▶ ACTIVITY
Your answer should consist of every line from the records that holds the string "list".

▶ SUPPLIED MATERIAL
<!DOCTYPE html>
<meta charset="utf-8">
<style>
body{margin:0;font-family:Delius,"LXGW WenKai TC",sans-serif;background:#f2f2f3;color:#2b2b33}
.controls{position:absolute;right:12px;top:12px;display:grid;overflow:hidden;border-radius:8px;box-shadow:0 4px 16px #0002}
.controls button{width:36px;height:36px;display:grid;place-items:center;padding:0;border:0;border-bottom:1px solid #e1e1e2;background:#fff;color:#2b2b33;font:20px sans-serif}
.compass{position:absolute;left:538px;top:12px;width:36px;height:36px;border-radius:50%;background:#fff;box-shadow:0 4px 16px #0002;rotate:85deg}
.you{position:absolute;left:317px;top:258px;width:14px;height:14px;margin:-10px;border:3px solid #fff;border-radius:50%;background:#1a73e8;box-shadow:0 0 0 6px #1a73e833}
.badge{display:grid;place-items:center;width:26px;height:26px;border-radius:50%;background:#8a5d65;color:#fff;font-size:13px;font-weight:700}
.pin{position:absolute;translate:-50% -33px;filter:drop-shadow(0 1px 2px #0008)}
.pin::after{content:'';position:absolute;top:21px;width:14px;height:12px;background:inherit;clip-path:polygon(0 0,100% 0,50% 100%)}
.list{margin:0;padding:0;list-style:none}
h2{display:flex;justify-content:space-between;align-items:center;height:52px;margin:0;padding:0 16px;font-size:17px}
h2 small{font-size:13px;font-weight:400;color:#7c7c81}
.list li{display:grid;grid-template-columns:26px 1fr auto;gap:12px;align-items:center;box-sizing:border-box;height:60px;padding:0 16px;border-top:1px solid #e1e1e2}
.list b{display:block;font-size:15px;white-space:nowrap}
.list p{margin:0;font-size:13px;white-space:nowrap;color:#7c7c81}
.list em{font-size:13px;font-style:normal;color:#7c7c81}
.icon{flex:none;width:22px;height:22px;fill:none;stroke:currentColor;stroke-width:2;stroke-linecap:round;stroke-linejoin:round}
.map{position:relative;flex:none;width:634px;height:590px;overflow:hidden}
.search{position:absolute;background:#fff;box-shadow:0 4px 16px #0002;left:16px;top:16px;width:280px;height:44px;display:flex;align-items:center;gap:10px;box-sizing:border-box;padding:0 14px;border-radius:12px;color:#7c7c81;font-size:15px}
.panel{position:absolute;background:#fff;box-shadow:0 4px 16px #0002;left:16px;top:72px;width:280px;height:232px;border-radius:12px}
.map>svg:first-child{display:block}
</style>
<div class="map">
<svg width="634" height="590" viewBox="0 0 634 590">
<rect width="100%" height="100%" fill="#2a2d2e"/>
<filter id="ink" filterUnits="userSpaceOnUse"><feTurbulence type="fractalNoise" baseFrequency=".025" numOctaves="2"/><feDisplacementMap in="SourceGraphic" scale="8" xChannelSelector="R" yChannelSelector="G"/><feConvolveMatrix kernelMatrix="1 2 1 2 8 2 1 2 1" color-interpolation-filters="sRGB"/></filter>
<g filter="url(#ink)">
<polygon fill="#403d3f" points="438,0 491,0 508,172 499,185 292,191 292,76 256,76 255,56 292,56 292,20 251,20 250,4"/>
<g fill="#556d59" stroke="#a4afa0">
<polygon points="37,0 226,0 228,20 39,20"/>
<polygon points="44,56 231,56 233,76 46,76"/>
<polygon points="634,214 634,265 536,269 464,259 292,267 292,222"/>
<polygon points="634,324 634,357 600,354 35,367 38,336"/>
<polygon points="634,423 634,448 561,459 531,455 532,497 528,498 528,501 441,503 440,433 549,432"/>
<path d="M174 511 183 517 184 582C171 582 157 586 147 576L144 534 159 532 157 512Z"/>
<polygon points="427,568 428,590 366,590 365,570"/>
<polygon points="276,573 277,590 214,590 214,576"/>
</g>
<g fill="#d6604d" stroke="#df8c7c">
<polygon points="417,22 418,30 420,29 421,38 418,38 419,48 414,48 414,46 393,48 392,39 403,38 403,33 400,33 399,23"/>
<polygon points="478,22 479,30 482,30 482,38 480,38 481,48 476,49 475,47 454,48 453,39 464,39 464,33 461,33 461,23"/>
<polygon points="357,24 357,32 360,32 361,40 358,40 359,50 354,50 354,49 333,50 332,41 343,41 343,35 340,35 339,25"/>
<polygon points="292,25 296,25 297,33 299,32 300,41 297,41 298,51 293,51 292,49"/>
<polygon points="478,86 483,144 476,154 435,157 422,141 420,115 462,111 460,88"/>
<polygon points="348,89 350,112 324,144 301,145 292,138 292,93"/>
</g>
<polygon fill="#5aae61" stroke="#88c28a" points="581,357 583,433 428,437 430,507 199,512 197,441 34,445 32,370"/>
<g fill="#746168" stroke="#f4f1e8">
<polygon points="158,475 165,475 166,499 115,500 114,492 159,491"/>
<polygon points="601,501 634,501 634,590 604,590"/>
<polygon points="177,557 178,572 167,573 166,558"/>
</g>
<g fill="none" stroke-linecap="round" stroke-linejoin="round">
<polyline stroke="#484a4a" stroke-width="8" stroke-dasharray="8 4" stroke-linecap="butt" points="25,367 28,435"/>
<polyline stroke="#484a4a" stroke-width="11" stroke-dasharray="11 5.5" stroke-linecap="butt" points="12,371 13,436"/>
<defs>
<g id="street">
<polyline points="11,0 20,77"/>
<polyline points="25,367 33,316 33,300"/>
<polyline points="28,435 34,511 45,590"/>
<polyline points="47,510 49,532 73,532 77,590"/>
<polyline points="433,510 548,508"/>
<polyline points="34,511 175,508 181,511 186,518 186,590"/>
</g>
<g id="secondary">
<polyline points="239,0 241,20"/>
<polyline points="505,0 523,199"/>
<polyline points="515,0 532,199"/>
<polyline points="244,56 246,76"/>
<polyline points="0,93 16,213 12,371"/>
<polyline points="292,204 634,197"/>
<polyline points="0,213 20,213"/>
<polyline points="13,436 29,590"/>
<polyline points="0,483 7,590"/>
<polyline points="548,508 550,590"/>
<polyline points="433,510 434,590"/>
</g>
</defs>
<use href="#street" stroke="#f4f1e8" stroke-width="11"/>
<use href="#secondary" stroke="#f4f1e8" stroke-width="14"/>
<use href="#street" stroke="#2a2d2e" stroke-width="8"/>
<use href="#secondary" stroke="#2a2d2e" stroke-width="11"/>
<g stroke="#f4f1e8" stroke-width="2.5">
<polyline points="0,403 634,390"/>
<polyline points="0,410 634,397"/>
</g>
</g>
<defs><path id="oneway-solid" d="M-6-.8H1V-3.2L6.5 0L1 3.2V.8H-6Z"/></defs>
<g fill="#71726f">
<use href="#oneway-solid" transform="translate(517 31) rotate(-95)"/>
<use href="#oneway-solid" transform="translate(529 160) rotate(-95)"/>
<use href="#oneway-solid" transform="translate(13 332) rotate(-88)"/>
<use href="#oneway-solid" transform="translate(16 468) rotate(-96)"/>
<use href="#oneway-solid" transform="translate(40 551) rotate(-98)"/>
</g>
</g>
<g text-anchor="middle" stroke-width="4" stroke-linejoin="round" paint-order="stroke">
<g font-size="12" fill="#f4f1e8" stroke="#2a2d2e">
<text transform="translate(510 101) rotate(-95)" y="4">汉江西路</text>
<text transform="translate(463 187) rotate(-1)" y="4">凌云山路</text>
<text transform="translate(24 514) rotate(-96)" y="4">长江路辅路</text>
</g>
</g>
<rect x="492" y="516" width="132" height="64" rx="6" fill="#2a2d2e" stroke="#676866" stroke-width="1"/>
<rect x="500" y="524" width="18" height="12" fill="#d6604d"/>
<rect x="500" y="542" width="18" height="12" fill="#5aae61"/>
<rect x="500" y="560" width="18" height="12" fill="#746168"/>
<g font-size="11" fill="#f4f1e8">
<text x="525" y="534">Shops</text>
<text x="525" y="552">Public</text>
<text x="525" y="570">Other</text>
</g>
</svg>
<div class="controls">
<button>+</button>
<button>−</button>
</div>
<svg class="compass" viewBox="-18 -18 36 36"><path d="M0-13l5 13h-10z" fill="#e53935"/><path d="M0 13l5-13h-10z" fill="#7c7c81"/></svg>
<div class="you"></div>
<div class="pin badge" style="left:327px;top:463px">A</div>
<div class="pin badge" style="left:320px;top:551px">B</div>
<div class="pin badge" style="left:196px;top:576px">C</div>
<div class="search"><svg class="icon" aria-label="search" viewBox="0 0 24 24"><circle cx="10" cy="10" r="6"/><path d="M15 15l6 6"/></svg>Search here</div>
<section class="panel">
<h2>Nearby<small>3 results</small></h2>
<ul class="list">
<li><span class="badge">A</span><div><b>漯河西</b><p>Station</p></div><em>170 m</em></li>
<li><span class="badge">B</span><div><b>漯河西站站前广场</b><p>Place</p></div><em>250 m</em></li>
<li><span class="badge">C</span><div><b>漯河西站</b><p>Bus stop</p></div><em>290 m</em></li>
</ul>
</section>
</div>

▶ EXPECTED OUTPUT
.list{margin:0;padding:0;list-style:none}
.list li{display:grid;grid-template-columns:26px 1fr auto;gap:12px;align-items:center;box-sizing:border-box;height:60px;padding:0 16px;border-top:1px solid #e1e1e2}
.list b{display:block;font-size:15px;white-space:nowrap}
.list p{margin:0;font-size:13px;white-space:nowrap;color:#7c7c81}
.list em{font-size:13px;font-style:normal;color:#7c7c81}
<ul class="list">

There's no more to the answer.